__Work to complete__
Give back, exactly as written, the lines from the first line of the data below through the line with "font-size:12px; color:#ece3d9; font-weight:700", and omit the pictures.

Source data
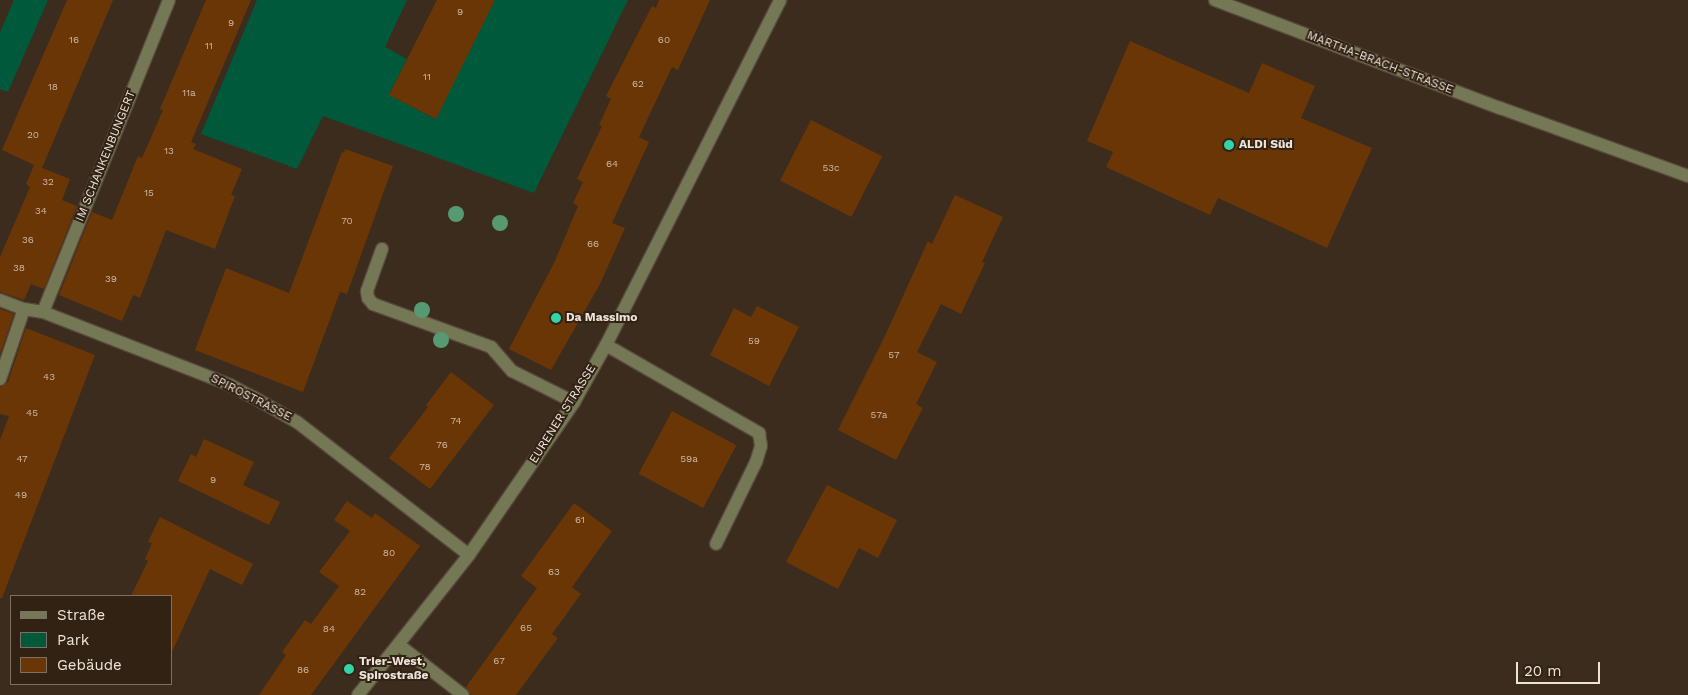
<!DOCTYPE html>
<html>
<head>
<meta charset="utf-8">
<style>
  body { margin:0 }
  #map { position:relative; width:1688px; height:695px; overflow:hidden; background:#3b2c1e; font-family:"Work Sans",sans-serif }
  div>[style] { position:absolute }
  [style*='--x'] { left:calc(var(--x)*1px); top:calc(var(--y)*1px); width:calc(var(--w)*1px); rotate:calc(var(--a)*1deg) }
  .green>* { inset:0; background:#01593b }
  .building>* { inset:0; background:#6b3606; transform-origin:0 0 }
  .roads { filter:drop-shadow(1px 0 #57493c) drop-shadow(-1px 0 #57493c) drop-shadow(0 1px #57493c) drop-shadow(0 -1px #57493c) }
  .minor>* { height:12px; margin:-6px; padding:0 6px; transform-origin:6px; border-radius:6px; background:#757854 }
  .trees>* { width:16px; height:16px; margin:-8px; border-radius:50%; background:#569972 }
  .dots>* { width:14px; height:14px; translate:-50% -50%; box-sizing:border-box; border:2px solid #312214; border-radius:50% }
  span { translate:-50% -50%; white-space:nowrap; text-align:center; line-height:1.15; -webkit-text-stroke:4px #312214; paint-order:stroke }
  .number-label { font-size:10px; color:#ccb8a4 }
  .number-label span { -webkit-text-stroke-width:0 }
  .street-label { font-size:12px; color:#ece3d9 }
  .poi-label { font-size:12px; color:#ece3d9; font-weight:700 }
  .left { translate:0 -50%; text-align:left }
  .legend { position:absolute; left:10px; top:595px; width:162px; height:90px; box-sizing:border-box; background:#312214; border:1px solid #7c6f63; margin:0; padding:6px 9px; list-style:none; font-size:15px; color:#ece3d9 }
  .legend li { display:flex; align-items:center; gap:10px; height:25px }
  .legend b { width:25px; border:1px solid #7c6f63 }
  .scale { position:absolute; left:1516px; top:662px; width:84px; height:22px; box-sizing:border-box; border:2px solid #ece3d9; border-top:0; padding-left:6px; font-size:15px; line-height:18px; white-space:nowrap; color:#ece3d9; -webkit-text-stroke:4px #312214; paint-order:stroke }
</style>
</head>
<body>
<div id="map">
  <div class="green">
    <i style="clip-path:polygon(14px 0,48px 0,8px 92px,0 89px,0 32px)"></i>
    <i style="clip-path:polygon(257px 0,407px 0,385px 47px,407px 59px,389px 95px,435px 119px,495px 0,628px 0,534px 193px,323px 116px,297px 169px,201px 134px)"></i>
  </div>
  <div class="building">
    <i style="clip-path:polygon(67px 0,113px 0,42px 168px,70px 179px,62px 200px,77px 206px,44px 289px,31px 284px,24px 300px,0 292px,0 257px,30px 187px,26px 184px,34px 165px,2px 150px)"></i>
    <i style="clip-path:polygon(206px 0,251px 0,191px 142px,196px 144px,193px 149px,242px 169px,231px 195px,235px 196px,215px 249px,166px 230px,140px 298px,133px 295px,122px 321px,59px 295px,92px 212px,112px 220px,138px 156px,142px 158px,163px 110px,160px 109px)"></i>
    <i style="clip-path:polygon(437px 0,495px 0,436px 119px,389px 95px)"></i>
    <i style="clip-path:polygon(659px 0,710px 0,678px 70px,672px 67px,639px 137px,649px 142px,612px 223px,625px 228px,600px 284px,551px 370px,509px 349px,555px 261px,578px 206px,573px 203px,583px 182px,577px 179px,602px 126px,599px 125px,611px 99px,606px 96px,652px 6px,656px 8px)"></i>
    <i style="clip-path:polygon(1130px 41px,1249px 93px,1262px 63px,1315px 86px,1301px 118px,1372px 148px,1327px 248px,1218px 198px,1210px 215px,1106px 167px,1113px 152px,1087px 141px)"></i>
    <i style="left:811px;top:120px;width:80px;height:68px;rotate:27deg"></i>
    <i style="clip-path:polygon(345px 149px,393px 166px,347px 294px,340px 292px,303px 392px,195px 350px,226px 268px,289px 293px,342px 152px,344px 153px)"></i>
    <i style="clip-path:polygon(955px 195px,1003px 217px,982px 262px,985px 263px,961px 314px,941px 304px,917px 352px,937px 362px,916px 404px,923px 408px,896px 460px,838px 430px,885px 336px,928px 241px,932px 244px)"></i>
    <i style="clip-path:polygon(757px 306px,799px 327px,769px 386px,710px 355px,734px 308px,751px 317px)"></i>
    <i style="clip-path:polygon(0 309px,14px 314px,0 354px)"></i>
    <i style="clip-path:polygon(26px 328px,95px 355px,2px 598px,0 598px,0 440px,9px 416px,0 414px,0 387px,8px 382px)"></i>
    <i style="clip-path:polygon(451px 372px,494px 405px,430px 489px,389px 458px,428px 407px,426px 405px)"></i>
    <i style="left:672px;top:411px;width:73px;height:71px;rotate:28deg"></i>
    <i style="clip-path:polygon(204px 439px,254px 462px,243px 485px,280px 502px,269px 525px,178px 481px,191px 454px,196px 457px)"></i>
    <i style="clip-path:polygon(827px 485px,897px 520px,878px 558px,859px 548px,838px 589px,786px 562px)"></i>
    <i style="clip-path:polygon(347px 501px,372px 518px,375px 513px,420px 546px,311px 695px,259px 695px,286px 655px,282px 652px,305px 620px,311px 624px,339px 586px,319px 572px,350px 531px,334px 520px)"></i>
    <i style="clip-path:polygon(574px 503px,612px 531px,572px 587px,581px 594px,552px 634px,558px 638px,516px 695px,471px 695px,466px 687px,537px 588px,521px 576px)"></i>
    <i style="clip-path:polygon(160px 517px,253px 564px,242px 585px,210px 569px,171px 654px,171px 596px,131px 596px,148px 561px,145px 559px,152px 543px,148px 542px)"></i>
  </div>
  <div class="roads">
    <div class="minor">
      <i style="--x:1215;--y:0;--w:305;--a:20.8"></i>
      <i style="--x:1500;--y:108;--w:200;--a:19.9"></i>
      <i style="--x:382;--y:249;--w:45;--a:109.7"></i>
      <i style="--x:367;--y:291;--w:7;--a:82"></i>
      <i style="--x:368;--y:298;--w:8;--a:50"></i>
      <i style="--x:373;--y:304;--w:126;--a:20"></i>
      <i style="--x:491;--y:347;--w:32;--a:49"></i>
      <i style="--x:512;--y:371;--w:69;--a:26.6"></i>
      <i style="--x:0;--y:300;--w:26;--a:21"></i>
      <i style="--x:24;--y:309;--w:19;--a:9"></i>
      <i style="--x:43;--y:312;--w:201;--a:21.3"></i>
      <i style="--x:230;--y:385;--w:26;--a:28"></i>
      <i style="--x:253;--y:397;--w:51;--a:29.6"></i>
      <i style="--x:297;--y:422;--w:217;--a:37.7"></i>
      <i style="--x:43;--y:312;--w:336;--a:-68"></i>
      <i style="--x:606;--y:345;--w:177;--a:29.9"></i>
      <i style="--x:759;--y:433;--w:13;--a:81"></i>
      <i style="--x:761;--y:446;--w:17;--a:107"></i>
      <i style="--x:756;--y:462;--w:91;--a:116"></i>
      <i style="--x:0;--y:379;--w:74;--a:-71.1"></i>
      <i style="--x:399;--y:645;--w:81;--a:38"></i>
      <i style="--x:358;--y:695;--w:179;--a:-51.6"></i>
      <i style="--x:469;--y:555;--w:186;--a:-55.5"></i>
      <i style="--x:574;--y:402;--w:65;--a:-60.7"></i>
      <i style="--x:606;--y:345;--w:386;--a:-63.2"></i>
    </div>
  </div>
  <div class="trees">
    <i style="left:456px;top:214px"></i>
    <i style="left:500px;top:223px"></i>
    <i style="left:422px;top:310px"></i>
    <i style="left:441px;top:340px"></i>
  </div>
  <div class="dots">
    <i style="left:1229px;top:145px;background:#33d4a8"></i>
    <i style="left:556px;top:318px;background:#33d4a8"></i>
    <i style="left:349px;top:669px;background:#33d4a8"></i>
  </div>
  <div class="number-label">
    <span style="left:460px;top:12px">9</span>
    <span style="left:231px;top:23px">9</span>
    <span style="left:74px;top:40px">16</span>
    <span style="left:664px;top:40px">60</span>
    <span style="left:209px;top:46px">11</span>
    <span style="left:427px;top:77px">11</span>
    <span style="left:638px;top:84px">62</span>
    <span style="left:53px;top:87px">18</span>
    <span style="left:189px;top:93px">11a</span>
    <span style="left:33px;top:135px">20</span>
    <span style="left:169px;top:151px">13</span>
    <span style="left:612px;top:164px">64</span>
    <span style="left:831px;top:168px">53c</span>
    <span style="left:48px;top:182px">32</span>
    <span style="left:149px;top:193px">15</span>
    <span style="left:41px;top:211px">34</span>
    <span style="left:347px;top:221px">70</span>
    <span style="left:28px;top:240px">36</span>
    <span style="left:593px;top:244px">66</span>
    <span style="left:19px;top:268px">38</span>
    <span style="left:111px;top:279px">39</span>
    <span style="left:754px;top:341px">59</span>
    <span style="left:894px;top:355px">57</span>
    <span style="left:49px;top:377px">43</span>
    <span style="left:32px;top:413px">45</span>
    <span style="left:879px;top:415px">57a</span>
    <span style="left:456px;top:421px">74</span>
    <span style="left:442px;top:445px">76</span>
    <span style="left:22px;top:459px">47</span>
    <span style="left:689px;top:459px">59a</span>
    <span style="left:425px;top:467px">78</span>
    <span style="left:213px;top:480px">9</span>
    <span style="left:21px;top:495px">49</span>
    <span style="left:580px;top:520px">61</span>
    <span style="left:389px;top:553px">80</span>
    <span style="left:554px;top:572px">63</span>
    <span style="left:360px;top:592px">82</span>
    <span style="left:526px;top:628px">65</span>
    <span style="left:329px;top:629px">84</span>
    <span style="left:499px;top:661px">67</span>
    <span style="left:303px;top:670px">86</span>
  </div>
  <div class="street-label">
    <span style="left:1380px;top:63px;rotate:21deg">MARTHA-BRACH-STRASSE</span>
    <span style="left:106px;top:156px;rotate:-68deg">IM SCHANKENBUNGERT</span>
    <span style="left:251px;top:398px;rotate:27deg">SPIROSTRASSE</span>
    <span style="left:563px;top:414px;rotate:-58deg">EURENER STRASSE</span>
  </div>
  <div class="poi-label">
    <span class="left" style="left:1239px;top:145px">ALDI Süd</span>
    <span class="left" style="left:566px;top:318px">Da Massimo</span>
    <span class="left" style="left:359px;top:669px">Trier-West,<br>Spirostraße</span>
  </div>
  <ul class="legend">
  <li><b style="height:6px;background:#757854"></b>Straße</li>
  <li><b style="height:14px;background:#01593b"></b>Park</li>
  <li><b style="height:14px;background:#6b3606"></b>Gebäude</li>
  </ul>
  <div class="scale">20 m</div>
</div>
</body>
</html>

__Result__
<!DOCTYPE html>
<html>
<head>
<meta charset="utf-8">
<style>
  body { margin:0 }
  #map { position:relative; width:1688px; height:695px; overflow:hidden; background:#3b2c1e; font-family:"Work Sans",sans-serif }
  div>[style] { position:absolute }
  [style*='--x'] { left:calc(var(--x)*1px); top:calc(var(--y)*1px); width:calc(var(--w)*1px); rotate:calc(var(--a)*1deg) }
  .green>* { inset:0; background:#01593b }
  .building>* { inset:0; background:#6b3606; transform-origin:0 0 }
  .roads { filter:drop-shadow(1px 0 #57493c) drop-shadow(-1px 0 #57493c) drop-shadow(0 1px #57493c) drop-shadow(0 -1px #57493c) }
  .minor>* { height:12px; margin:-6px; padding:0 6px; transform-origin:6px; border-radius:6px; background:#757854 }
  .trees>* { width:16px; height:16px; margin:-8px; border-radius:50%; background:#569972 }
  .dots>* { width:14px; height:14px; translate:-50% -50%; box-sizing:border-box; border:2px solid #312214; border-radius:50% }
  span { translate:-50% -50%; white-space:nowrap; text-align:center; line-height:1.15; -webkit-text-stroke:4px #312214; paint-order:stroke }
  .number-label { font-size:10px; color:#ccb8a4 }
  .number-label span { -webkit-text-stroke-width:0 }
  .street-label { font-size:12px; color:#ece3d9 }
  .poi-label { font-size:12px; color:#ece3d9; font-weight:700 }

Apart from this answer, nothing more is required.